The geographies were mixed: Due to the tough comparable in Q4 2007, growth in North
America was only 1% for the quarter and 8% for the year. The positive: Direct sales were
up, in the "upper teens for the year" as major customers continued to buy. The negative
(by inference, since it wasn’t stated): channel partners selling to smaller accounts had a
tougher time of it, not surprising, given the economic squeeze many of these companies
Revenue from Europe grew 13% in Q4 and 24% for the year. Germany and central Europe
led the way, while "our French business was also quite strong", said Cashman. ANSYS’
General International Area is heavily weighted towards Japan, where Ansoft had a strong
presence. Organic growth for the region was 13% in Q4 and 23% for the year. Japan grew
49% in Q4 and organically at 10%. For the year, on an organic basis, Japan grew at 19%.

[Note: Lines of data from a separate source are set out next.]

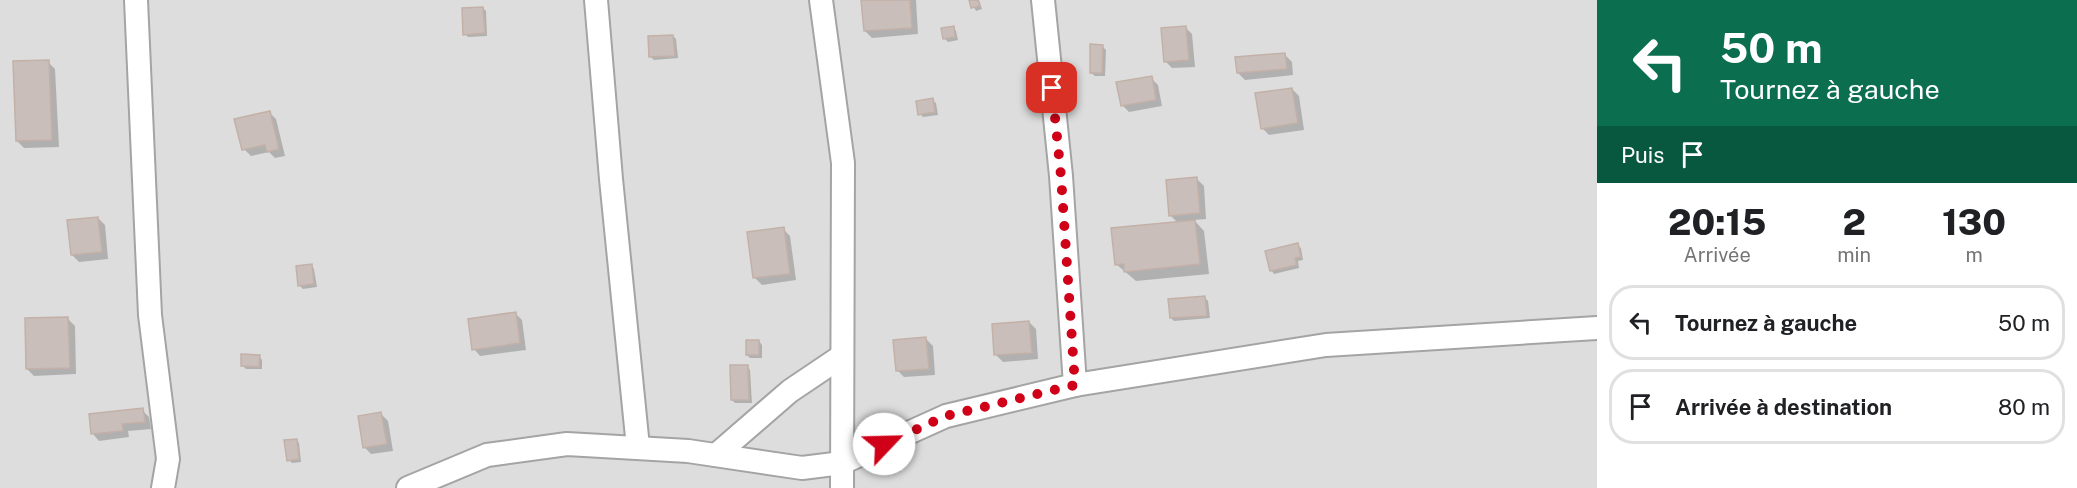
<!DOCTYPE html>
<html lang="fr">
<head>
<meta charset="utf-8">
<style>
  :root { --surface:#fff; --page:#f2f2f2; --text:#202124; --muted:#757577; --line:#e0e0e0 }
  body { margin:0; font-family:"Public Sans",sans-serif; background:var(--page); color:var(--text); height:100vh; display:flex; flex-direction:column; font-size:22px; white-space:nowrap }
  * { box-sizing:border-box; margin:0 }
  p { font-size:20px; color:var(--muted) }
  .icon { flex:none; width:33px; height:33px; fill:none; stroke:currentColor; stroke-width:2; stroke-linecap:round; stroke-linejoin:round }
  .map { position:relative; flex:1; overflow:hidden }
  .panel { display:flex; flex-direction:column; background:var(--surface); width:480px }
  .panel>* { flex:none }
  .guide { background:#0b6e4f; color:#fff; overflow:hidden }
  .pin { position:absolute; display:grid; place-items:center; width:51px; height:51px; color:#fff; margin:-26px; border-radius:12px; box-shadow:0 3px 9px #0006 }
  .me { position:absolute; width:66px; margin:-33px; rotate:66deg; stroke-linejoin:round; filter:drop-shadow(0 0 4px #0008) }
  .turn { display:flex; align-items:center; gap:21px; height:126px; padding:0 24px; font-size:27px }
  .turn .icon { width:78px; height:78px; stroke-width:2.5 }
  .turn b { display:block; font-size:42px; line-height:51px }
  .then { display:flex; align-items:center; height:57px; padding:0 24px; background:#0003; gap:12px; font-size:22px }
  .eta { display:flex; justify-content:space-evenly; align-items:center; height:102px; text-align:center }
  .eta b { font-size:36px; font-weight:800; line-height:42px }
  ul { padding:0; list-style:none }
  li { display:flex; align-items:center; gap:18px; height:75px; margin:0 12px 9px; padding:0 12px; border:3px solid var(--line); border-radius:24px }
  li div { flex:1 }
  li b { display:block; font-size:22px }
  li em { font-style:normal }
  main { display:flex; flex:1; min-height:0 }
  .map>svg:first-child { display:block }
  .residential { fill:#dedddd }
  .shadow { fill:#0003 }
  .building { fill:#c9beb9; stroke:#c3b1a8; stroke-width:1.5 }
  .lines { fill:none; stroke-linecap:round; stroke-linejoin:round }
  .minor-casing { stroke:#a4a4a4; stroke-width:26 }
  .minor { stroke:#fff; stroke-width:22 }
  .route { stroke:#d00018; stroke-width:10; stroke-dasharray:0 18 }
</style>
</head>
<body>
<main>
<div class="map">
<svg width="1597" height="488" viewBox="0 0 1597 488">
  <rect width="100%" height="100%" fill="#f1ece6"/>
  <rect class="residential" x="0" y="0" width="1597" height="488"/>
  <g class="shadow">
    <polygon points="863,0 916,0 918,34 872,38 865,31"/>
    <polygon points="970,0 979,0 982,9 976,11"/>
    <polygon points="483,8 486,11 487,36 468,37 465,34"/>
    <polygon points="953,27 956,31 958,40 948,42 944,38"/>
    <polygon points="1185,27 1192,34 1195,67 1172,68 1165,61"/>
    <polygon points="673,36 676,39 678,58 654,60 651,57"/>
    <polygon points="1102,46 1106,50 1105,76 1095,76 1091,73"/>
    <polygon points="1285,55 1292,62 1293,75 1245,80 1238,73"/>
    <polygon points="48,62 55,69 59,147 24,148 17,141"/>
    <polygon points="1151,78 1158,85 1162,106 1129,112 1122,105"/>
    <polygon points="1292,89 1299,96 1304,130 1269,135 1262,128"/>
    <polygon points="932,100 936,103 938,115 923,117 920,114"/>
    <polygon points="269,112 276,119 285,156 275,158 269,152 251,156 244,149"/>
    <polygon points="1197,179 1204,186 1206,219 1194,220 1204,231 1209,274 1136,281 1116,264 1178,223 1170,215"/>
    <polygon points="98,218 105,225 108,259 79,262 72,255"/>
    <polygon points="783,229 790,236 796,280 762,285 755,278"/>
    <polygon points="1297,245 1301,248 1303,260 1298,261 1299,268 1274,274 1271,270"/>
    <polygon points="311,265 314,269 317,287 303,289 300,286"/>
    <polygon points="1205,298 1208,301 1210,318 1174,321 1171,318"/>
    <polygon points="515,313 522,320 526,350 480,356 474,349"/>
    <polygon points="68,319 75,326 76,374 34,376 27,369"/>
    <polygon points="1029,322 1036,329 1038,359 1003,362 996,355"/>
    <polygon points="926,339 933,346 935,375 904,377 897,370"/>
    <polygon points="759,341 762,345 762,358 750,358 747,355"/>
    <polygon points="259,356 262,360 262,369 246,369 242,365"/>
    <polygon points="747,366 750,370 752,403 735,403 732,400"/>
    <polygon points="142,410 149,417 151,429 128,431 129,437 99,441 93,434"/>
    <polygon points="381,414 388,421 393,451 371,454 364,447"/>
    <polygon points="296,440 299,443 301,462 292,463 289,460"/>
  </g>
  <g class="building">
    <polygon points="861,0 910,0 912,28 864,31"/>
    <polygon points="969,0 978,0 980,6 971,8"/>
    <polygon points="483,7 485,33 463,35 462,8"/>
    <polygon points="954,26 955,37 943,39 941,28"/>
    <polygon points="1186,26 1189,60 1164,62 1161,28"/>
    <polygon points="673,35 675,56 649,57 648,36"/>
    <polygon points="1090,44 1103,45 1102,73 1090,73"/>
    <polygon points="1285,53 1287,69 1237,73 1235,57"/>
    <polygon points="49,60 52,140 16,141 13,61"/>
    <polygon points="1152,76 1156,100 1121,106 1116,82"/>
    <polygon points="1292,88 1298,123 1261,129 1255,93"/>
    <polygon points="933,98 935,112 918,115 916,101"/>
    <polygon points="270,111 279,149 267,152 265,145 242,150 234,119"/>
    <polygon points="1197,177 1200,213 1169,216 1166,180"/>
    <polygon points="98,217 102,252 71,255 67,220"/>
    <polygon points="1195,220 1200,264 1124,272 1124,264 1115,265 1111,228"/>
    <polygon points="784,227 790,274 753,278 747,232"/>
    <polygon points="1298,243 1301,257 1295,258 1297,265 1270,271 1265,251"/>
    <polygon points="312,264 314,284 298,286 296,266"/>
    <polygon points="1205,296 1207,316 1170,318 1168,299"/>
    <polygon points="516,312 520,343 472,350 468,319"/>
    <polygon points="68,317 70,368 26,369 25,318"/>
    <polygon points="1029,321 1032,353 994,355 992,324"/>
    <polygon points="926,337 929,369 896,371 893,340"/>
    <rect x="746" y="340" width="13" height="15"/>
    <polygon points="241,354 260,355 259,367 241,366"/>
    <polygon points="730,365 748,365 749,400 731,400"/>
    <polygon points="143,408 145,422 122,424 123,431 91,434 89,414"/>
    <polygon points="381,412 387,444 363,448 358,416"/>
    <polygon points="297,439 299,459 287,461 284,440"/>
  </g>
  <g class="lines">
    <defs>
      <g id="minor">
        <polyline points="136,0 150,315 168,459 163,488"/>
        <polyline points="596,0 611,179 638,447"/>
        <polyline points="821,0 843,163 842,488"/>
        <polyline points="1043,0 1061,176 1075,385"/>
        <polyline points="716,455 790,391 842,356"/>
        <polyline points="408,488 487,455 567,444 688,451 802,468 842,463 946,416 1075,385 1326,345 1597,328"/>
      </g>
    </defs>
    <use href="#minor" class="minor-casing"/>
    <use href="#minor" class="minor"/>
  </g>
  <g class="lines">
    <polyline class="route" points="884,444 946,416 1075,385 1061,176 1052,88"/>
  </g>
</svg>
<div class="pin" style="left:1052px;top:88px;background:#d93025"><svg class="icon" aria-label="arrive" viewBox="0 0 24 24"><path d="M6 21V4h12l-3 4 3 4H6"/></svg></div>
<svg class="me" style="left:884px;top:444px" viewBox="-20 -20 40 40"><circle r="19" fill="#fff"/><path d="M0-13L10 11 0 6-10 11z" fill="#d00018"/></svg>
</div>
<section class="panel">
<div class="guide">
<div class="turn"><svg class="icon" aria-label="left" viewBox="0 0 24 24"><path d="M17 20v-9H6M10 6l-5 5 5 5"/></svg><div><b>50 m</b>Tournez à gauche</div></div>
<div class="then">Puis<svg class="icon" aria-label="arrive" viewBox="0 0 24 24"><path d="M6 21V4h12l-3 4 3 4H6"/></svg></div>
</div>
<div class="eta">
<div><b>20:15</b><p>Arrivée</p></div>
<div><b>2</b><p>min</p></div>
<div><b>130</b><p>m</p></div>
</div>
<ul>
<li><svg class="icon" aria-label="left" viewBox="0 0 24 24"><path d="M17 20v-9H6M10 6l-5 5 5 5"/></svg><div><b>Tournez à gauche</b></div><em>50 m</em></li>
<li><svg class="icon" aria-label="arrive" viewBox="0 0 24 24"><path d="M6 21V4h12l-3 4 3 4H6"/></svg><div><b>Arrivée à destination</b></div><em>80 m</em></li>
</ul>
</section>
</main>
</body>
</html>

Most of the rest of GIA grew in excess of those numbers, 60% for the year or about 28%
ANSYS also offered guidance for 2009 – which is likely what killed the share price late last
week. ANSYS now expects revenue of $522 million to $582 million for 2009 – down from
around $600 million in November. Q1 is expected to be in the range of $117 million to
$125 million. Important to note here is that, if this comes to pass, it would be the first time
in years that ANSYS has reported a Q1 lower than the prior Q4 – since just before the
Fluent acquisition, in fact. Hmm …
One more point: investors like certainty. When a company like ANSYS, which always
mentions that 66% of its revenue is repeatable, then give such an enormous revenue
range, investors get nervous. And investors sell.